▶ [ACTIVITY]
Exactly as written, transcribe each line of the listing.

▶ [TASK DATA]
┌──

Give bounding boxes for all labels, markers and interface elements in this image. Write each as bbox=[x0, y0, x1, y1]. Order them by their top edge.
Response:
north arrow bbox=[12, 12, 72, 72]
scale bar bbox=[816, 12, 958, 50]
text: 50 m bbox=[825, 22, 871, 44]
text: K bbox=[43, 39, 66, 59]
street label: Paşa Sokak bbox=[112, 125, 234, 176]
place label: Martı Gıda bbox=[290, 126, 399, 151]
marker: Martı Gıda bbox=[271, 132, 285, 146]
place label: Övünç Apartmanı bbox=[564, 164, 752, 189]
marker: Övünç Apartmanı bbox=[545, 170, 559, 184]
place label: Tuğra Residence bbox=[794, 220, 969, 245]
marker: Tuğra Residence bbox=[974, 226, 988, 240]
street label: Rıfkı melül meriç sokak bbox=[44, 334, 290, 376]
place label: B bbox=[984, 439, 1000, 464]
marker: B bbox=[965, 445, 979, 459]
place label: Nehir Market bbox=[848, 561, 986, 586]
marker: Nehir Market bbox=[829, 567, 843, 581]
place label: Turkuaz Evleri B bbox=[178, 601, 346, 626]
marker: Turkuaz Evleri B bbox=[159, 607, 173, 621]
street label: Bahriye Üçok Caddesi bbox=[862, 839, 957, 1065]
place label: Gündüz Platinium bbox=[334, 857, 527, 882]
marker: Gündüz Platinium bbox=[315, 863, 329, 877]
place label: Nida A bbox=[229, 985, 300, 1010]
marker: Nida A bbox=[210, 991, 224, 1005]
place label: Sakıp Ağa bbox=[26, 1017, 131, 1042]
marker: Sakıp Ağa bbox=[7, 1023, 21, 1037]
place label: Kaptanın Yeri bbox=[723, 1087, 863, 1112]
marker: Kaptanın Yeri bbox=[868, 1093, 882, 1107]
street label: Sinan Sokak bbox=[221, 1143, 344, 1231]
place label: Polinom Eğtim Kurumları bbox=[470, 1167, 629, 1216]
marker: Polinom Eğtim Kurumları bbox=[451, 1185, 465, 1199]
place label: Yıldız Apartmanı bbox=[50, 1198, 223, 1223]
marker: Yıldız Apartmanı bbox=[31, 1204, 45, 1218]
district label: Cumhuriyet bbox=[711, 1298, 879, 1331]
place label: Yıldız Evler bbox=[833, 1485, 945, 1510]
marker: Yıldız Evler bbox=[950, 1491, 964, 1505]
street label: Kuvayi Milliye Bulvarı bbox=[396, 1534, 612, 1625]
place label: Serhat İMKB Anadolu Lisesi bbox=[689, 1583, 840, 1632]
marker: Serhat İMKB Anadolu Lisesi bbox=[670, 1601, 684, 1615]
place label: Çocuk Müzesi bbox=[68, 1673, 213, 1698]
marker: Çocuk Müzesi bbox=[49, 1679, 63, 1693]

└──

▶ [RESPONSE]
Give bounding boxes for all labels, markers and interface elements in this image. Write each as bbox=[x0, y0, x1, y1]. Order them by their top edge.
Response:
north arrow bbox=[12, 12, 72, 72]
scale bar bbox=[816, 12, 958, 50]
text: 50 m bbox=[825, 22, 871, 44]
text: K bbox=[43, 39, 66, 59]
street label: Paşa Sokak bbox=[112, 125, 234, 176]
place label: Martı Gıda bbox=[290, 126, 399, 151]
marker: Martı Gıda bbox=[271, 132, 285, 146]
place label: Övünç Apartmanı bbox=[564, 164, 752, 189]
marker: Övünç Apartmanı bbox=[545, 170, 559, 184]
place label: Tuğra Residence bbox=[794, 220, 969, 245]
marker: Tuğra Residence bbox=[974, 226, 988, 240]
street label: Rıfkı melül meriç sokak bbox=[44, 334, 290, 376]
place label: B bbox=[984, 439, 1000, 464]
marker: B bbox=[965, 445, 979, 459]
place label: Nehir Market bbox=[848, 561, 986, 586]
marker: Nehir Market bbox=[829, 567, 843, 581]
place label: Turkuaz Evleri B bbox=[178, 601, 346, 626]
marker: Turkuaz Evleri B bbox=[159, 607, 173, 621]
street label: Bahriye Üçok Caddesi bbox=[862, 839, 957, 1065]
place label: Gündüz Platinium bbox=[334, 857, 527, 882]
marker: Gündüz Platinium bbox=[315, 863, 329, 877]
place label: Nida A bbox=[229, 985, 300, 1010]
marker: Nida A bbox=[210, 991, 224, 1005]
place label: Sakıp Ağa bbox=[26, 1017, 131, 1042]
marker: Sakıp Ağa bbox=[7, 1023, 21, 1037]
place label: Kaptanın Yeri bbox=[723, 1087, 863, 1112]
marker: Kaptanın Yeri bbox=[868, 1093, 882, 1107]
street label: Sinan Sokak bbox=[221, 1143, 344, 1231]
place label: Polinom Eğtim Kurumları bbox=[470, 1167, 629, 1216]
marker: Polinom Eğtim Kurumları bbox=[451, 1185, 465, 1199]
place label: Yıldız Apartmanı bbox=[50, 1198, 223, 1223]
marker: Yıldız Apartmanı bbox=[31, 1204, 45, 1218]
district label: Cumhuriyet bbox=[711, 1298, 879, 1331]
place label: Yıldız Evler bbox=[833, 1485, 945, 1510]
marker: Yıldız Evler bbox=[950, 1491, 964, 1505]
street label: Kuvayi Milliye Bulvarı bbox=[396, 1534, 612, 1625]
place label: Serhat İMKB Anadolu Lisesi bbox=[689, 1583, 840, 1632]
marker: Serhat İMKB Anadolu Lisesi bbox=[670, 1601, 684, 1615]
place label: Çocuk Müzesi bbox=[68, 1673, 213, 1698]
marker: Çocuk Müzesi bbox=[49, 1679, 63, 1693]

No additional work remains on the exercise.